Our CNY Central Waste Watch report shows the auditors gave the probation department several weeks to analyze the audit and offer a response. Antonacci added, "Our Probation Department does a great job. We appreciate their cooperation and their response to our audit recommendations and findings.?? Probation was randomly selected for the audit. The Comptroller said it is an important department to monitor because it does have a high level of useage of local property tax dollars as opposed to state or federal money.
The audit looked at a sampling of mileage reimbursement requests during the first three months of 2013. The comptrollers staff compared mileage reimbursement requests with the shortest route results from Google maps. "We felt it was a credible source, an independent source that we use to corroborate mileage being claimed by employees," said Antonacci.
The audit found four areas of concern. First, violations of county policy which mandates employees must take the most direct route possible when being reimbursed for mileage. Secondly, daily log sheets did not always indicate the name or complete address of the person being visited by probation staff. Thirdly, employees were punching into work from home, but then claiming mileage as if they had started at the downtown Civic Center. Finally, several employees were working seven hour days and skipping unpaid lunch breaks as mandated by New York State Labor Law.
In a response dated October 15th, the Onondaga County Probation Commissioner Andrew Sicherman defends the good work done by probation employees, but also acknowledges some of the short comings discovered in the audit and corrective actions taken. Sicherman explains how probation oversees more than three thousand offenders. They keep watch over them by using their own vehicles for field visits.
The response explains how it is not always possible to take the most direct route for each home visit due to construction, unplanned visits and unfamiliarity with geographic areas. Sicherman admits on occasion probation officers neglect to record which clients they are visiting. He also said some officers would punch into an electronic system from home, but then claim mileage as if they had started a route from the downtown Civic Center.

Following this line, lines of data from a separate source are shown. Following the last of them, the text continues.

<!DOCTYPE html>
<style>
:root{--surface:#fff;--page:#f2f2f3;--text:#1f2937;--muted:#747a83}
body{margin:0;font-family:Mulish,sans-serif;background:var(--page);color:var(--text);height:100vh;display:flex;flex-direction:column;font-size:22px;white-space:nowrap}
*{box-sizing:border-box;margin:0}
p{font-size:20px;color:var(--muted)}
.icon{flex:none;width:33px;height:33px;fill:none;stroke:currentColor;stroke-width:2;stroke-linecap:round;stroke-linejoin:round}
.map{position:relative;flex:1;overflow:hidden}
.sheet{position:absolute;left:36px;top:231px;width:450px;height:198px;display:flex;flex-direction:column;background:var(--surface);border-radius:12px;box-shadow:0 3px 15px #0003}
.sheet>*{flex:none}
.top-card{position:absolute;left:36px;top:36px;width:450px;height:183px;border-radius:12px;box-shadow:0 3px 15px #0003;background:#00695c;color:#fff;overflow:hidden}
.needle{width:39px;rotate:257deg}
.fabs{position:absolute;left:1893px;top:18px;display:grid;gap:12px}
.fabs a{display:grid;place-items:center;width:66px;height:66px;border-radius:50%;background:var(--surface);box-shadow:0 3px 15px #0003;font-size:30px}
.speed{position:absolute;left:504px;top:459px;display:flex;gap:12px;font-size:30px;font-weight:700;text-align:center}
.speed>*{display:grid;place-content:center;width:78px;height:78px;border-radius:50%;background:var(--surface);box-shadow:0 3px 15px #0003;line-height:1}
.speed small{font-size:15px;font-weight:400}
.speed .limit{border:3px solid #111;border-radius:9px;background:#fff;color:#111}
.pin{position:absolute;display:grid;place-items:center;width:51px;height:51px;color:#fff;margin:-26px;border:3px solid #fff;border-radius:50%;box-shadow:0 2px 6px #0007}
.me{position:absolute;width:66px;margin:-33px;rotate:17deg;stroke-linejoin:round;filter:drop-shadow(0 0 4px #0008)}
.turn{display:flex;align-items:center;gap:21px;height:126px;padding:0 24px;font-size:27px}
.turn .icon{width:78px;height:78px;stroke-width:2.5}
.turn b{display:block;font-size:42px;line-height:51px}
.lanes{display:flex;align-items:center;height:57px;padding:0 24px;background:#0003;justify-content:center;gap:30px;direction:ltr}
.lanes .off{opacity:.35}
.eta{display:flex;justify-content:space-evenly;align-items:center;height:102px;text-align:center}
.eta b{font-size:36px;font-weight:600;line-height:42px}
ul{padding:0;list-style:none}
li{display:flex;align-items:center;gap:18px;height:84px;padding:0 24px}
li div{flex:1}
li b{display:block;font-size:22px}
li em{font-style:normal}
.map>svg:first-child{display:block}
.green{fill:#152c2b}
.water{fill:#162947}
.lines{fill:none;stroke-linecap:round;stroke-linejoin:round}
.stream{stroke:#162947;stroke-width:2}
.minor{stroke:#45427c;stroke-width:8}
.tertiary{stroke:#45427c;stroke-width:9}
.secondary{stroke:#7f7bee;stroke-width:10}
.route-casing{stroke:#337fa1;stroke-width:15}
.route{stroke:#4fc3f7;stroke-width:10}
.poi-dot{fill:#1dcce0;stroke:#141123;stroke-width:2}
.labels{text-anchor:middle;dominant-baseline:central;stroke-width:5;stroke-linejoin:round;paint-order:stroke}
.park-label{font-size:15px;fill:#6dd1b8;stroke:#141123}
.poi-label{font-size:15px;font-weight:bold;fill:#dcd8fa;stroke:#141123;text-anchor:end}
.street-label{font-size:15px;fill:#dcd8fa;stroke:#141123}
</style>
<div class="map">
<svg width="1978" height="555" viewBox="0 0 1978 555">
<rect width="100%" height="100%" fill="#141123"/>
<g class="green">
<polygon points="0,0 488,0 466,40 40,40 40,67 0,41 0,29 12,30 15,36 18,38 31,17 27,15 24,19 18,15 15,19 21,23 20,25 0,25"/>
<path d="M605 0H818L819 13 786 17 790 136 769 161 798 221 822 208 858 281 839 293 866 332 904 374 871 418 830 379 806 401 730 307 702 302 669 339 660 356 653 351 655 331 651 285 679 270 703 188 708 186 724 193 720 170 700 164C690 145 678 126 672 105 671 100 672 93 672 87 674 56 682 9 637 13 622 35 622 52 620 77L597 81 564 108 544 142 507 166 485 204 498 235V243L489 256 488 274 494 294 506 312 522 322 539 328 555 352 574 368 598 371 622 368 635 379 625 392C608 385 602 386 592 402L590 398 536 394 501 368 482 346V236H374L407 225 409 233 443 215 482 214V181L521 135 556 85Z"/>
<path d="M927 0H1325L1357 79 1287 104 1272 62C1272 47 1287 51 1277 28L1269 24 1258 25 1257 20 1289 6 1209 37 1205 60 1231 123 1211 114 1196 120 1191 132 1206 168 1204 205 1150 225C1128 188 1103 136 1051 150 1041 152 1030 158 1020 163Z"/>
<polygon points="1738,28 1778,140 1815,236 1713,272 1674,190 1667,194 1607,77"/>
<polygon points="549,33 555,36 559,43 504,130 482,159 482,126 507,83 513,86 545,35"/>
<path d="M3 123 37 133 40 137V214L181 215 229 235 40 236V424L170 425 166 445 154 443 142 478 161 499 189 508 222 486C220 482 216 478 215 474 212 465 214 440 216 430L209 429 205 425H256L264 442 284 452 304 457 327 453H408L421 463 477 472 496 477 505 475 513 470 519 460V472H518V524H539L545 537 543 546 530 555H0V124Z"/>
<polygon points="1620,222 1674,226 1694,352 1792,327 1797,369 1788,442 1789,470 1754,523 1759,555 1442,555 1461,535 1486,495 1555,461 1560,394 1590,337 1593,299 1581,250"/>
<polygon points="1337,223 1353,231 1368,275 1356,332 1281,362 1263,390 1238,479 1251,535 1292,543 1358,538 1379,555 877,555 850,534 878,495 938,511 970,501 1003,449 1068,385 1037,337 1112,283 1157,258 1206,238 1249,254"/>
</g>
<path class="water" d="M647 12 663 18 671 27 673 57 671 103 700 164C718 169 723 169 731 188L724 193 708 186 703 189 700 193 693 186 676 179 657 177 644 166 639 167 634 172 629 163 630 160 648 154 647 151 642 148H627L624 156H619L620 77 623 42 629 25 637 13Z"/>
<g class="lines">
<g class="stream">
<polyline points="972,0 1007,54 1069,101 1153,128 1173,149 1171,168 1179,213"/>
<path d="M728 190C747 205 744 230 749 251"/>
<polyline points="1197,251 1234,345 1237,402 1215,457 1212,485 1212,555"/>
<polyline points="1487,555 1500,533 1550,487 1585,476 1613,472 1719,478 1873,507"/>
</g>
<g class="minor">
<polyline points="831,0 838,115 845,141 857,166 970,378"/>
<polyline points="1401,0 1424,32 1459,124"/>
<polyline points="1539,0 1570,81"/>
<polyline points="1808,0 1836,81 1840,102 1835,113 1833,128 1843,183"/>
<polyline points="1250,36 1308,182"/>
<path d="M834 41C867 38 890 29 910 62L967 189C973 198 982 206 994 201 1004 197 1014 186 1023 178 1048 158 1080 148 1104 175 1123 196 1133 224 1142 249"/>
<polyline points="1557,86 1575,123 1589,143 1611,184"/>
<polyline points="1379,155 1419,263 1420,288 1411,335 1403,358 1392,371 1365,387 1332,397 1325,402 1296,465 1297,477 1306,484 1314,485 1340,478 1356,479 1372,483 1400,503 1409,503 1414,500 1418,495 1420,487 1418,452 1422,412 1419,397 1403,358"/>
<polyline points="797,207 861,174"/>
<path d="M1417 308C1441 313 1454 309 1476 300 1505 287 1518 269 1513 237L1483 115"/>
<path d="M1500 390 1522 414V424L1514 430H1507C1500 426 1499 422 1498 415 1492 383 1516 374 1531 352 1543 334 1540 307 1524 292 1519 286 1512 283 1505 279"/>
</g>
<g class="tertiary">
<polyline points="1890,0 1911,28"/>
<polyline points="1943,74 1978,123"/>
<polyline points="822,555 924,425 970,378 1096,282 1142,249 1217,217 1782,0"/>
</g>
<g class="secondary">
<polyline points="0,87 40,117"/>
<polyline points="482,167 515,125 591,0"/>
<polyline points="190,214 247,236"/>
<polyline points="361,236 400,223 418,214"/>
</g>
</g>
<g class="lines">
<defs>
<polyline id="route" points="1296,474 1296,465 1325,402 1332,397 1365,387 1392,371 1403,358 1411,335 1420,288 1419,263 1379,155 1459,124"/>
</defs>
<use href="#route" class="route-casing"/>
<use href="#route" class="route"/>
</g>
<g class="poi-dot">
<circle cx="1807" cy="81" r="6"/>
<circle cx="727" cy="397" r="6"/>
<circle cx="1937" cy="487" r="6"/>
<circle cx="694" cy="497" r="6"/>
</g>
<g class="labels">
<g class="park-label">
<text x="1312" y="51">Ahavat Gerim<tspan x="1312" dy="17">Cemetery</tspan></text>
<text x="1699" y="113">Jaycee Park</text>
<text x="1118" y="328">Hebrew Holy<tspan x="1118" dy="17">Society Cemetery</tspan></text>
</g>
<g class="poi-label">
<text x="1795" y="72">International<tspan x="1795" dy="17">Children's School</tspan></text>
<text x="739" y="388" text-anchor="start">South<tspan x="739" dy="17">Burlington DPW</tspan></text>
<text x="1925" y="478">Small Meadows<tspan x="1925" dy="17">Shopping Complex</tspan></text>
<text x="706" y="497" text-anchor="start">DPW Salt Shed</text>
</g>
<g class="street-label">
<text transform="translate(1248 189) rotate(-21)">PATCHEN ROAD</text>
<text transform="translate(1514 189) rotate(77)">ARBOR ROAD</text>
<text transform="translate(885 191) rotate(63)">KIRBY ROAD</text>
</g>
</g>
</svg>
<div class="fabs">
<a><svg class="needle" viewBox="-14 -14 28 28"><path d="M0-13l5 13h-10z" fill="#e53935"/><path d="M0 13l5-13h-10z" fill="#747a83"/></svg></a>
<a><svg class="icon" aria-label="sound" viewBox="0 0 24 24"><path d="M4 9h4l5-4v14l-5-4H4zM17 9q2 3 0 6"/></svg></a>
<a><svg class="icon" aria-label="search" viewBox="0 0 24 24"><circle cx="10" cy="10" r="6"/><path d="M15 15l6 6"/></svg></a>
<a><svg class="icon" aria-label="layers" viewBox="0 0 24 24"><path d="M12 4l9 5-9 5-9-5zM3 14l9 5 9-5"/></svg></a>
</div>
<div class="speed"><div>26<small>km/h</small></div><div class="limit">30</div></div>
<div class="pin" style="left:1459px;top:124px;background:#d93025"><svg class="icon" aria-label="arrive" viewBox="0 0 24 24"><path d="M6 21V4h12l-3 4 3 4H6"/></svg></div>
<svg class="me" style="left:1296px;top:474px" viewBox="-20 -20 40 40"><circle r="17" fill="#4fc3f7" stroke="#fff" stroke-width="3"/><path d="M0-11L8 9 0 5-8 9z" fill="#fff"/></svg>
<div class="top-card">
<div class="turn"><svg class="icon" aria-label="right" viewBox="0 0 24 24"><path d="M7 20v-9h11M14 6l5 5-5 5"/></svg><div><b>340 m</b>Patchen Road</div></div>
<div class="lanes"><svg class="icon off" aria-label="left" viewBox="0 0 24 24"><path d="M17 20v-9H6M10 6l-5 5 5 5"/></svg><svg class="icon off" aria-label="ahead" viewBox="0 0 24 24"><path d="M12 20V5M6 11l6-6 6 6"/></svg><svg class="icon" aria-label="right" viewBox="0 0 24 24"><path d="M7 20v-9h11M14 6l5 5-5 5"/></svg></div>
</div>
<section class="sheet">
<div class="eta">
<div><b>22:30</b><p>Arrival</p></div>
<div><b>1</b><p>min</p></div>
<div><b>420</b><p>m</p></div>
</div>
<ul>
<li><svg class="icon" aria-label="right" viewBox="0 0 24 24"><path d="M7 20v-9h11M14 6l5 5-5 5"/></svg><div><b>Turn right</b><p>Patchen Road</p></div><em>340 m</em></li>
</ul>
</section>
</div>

Finally, Sicherman noted that some probation officers have been working seven hours straight without taking a mandated lunch. The Probation Department claimed an understanding the practice was legal, but they were seeking more guidance from Personnel on whether the seven hour day should continue. The legal department has not yet resolved the lunch issue.
LESSONS FOR OTHER DEPARTMENTS:
Comptroller Antonacci is hopeful the lessons learned on this audit regarding personal mileage will carry over to other county departments. "We didn't think in the totality there was a real egregious problem there. It's the little things that matter, as you point out in your question. We feel overall they're doing a nice job," Antonacci added.